Bunker benchmarks in major European and African ports have plunged in the past day to reverse some of the gains made in recent days. Gibraltar’s HSFO price drop has outpaced that of its VLSFO, to widen the port’s Hi5 spread from $17/mt yesterday, to $29/mt now.

Gibraltar’s Hi5 spread fell to a record-low of $4/mt at the beginning of this month, but has widened since. Despite the widening of Hi5 spread in Gibraltar, HSFO availability in the port remains very tight as some suppliers are running low on stocks. Tight availability of HSFO could potentially keep the port’s Hi5 spread capped below $50/mt. Lead times of 5-7 days are recommended for the grade, up from 4-6 days last week.

Rotterdam’s LSMGO price has declined steeper compared to the product prices in Durban and Gibraltar. Three LSMGO stems have been fixed in a wide price range of $17/mt in the past day, with one lower-priced stem contributing to drag’s the port’s benchmark lower.  

Minimum congestion has been reported in Gibraltar today, port agent MH Bland says. One supplier is experiencing delays of 8-10 hours there. In Ceuta, no backlog has been reported, where 11 vessels are scheduled to arrive for bunkers today, according to shipping agent Jose Salama & Co.

Brent

The front-month ICE Brent contract has lost $2.25/bbl on the day, to trade at $92.90/bbl at 09.00 GMT.

Upward pressure:

Brent futures gained some support after the American Petroleum Institute (API) reported a bigger-than-expected decline in the US commercial crude inventories in the week ended 15 September.

US crude stocks fell by 5.25 million bbls, while analysts expected a fall of 2.67 million bbls, reported Trading Economics citing API data from its Weekly Statistical Bulletin that tracks crude stock builds in the US.

This week’s data “marked the fifth week of declines in the US Crude Oil Inventories in the last six weeks,” said Trading Economics.

Moreover, the Russian government is planning to impose an export duty of $250/mt on all oil products starting 1 October 2023 until 1 June 2024 as a measure to combat fuel supply shortage in the country, Reuters reported citing sources.

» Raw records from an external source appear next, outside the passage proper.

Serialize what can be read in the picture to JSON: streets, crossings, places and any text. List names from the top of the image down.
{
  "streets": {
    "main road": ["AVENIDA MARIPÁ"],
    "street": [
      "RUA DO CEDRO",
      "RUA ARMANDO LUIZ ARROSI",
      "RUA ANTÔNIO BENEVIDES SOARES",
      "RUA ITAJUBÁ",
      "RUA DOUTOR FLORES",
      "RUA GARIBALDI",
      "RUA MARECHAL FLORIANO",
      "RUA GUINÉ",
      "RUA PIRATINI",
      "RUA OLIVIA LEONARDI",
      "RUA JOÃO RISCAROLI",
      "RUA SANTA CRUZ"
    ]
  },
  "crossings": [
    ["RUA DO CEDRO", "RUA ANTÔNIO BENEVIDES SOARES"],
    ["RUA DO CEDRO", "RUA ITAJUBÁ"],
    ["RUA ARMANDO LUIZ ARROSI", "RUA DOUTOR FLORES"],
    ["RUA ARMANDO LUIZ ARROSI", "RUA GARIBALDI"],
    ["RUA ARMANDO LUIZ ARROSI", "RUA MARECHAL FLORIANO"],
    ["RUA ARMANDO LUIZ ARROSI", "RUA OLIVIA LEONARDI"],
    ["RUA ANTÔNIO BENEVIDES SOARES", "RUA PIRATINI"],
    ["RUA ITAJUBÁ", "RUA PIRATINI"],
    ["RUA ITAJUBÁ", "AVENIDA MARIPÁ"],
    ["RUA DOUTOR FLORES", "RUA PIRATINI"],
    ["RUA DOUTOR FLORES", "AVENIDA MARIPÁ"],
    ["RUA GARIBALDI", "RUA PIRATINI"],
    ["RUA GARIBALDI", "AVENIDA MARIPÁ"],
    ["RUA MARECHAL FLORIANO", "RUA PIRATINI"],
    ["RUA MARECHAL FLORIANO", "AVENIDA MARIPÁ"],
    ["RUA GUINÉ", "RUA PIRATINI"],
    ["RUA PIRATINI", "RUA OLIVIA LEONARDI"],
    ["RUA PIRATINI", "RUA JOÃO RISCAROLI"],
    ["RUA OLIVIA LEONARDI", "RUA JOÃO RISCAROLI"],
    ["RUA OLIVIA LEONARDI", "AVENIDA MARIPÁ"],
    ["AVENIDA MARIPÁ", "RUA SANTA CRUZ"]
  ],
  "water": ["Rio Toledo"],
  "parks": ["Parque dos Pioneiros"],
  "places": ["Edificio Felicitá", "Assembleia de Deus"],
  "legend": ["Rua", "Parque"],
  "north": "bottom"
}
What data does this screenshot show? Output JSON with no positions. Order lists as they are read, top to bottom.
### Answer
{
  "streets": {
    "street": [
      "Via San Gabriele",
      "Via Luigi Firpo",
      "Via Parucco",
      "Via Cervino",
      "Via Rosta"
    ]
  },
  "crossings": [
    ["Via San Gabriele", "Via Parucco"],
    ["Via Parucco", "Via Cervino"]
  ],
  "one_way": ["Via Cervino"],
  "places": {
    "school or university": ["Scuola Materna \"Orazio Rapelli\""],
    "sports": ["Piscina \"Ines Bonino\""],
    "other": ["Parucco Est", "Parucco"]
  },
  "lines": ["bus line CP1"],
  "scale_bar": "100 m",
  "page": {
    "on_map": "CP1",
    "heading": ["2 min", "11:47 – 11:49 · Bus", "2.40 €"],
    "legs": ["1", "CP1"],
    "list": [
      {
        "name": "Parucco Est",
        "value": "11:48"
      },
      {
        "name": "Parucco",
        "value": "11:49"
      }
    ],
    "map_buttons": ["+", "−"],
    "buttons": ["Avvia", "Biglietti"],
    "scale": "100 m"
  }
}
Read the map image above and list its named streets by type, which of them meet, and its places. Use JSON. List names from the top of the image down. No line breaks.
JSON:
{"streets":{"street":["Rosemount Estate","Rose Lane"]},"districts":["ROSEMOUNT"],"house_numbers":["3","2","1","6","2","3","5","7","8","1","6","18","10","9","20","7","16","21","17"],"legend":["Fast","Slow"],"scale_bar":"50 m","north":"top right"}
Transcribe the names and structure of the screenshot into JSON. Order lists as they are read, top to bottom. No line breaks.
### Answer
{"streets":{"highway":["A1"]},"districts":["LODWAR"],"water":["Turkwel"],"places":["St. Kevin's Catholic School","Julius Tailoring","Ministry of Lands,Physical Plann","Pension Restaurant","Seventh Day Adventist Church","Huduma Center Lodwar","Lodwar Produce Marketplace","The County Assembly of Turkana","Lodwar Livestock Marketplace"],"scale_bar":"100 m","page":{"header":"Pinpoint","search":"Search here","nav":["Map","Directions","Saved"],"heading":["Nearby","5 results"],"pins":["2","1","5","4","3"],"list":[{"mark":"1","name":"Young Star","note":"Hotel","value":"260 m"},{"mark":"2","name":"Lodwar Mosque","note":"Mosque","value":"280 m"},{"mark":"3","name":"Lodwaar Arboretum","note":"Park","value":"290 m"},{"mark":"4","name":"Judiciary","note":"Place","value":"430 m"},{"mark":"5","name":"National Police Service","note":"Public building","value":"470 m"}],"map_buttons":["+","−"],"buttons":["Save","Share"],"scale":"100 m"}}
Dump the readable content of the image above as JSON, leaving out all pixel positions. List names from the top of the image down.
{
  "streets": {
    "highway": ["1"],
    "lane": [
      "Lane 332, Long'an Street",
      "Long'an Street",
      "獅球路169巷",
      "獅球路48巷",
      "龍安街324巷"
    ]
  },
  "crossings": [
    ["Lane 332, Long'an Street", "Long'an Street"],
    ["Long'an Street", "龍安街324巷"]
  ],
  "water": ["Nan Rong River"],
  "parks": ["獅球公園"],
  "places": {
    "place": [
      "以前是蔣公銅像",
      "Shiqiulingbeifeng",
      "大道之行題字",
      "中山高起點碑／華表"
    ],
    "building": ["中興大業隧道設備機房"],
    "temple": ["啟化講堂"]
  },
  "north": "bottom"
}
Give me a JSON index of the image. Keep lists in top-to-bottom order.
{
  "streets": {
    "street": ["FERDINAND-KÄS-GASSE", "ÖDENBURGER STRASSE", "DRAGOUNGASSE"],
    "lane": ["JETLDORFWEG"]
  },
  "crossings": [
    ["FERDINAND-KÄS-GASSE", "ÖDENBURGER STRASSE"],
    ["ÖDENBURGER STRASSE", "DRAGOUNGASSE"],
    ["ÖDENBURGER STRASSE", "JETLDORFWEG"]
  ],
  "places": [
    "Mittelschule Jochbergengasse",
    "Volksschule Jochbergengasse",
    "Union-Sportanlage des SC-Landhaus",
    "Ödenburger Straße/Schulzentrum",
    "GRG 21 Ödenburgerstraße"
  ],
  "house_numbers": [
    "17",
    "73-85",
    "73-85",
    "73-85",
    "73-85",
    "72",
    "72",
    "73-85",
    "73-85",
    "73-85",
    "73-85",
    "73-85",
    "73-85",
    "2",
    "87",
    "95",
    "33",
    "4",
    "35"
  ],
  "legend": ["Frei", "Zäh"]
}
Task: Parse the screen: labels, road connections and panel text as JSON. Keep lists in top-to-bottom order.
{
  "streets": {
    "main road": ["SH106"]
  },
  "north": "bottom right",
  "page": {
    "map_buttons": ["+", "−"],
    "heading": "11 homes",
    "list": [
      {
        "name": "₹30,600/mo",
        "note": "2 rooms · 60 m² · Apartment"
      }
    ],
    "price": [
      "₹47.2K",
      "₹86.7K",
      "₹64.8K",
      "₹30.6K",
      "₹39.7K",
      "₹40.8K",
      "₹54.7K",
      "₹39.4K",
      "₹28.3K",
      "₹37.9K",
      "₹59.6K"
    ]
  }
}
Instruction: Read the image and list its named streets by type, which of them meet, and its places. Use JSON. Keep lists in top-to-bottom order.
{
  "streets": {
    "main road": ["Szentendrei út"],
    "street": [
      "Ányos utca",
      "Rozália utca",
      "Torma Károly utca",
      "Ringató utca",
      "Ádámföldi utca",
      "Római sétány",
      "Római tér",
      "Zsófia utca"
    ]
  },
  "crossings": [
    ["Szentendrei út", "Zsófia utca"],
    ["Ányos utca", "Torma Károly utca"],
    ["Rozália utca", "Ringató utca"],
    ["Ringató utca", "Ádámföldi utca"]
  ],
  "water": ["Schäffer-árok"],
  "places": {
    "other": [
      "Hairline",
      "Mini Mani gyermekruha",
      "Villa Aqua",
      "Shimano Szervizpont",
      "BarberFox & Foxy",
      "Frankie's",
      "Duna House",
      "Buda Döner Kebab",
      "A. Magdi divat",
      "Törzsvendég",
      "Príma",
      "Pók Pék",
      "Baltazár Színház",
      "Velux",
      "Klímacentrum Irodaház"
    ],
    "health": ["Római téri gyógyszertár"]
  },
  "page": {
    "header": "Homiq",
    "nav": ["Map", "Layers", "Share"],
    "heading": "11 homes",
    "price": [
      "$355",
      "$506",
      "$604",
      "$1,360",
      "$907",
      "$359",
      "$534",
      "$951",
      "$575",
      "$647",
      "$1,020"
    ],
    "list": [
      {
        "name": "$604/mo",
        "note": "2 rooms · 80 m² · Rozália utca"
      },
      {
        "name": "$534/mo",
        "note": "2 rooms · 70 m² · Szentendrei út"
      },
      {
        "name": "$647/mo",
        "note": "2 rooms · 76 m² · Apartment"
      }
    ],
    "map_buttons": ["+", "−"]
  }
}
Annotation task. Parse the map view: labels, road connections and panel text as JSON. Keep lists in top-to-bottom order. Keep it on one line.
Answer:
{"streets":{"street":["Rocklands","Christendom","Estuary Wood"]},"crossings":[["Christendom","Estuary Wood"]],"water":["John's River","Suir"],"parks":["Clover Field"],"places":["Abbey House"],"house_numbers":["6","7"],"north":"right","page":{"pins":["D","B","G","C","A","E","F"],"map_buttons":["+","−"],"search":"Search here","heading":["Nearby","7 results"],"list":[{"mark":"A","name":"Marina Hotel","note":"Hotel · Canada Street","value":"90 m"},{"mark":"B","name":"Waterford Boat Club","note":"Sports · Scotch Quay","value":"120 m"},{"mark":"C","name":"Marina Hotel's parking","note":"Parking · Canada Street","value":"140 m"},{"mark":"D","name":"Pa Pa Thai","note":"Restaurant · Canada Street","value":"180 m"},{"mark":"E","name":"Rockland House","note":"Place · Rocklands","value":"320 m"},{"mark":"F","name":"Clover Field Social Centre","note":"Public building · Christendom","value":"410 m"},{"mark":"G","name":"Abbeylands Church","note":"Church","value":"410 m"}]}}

This move by Russia could push Brent futures higher from current levels in the fourth quarter of 2023.

Downward pressure:

Brent futures lost previous day’s gains as the oil investors focused on the outcomes of the ongoing US Federal Reserve’s (Fed) Federal Open Market Committee (FOMC) meeting.

Oil investors are awaiting the US Fed’s interest rate decision, which could have a direct effect on global oil demand.

"The oil rally is taking a little break as every trader awaits a pivotal Fed decision that might tilt the scales of whether the US economy has a soft or hard landing," said OANDA’s senior market analyst Ed Moya.

Another cycle of rate hikes in the US would make dollar-denominated commodities like oil costlier for non-dollar holders. Higher interest rates discourage borrowing and spending, which leads to a decline in economic activity and fuel demand.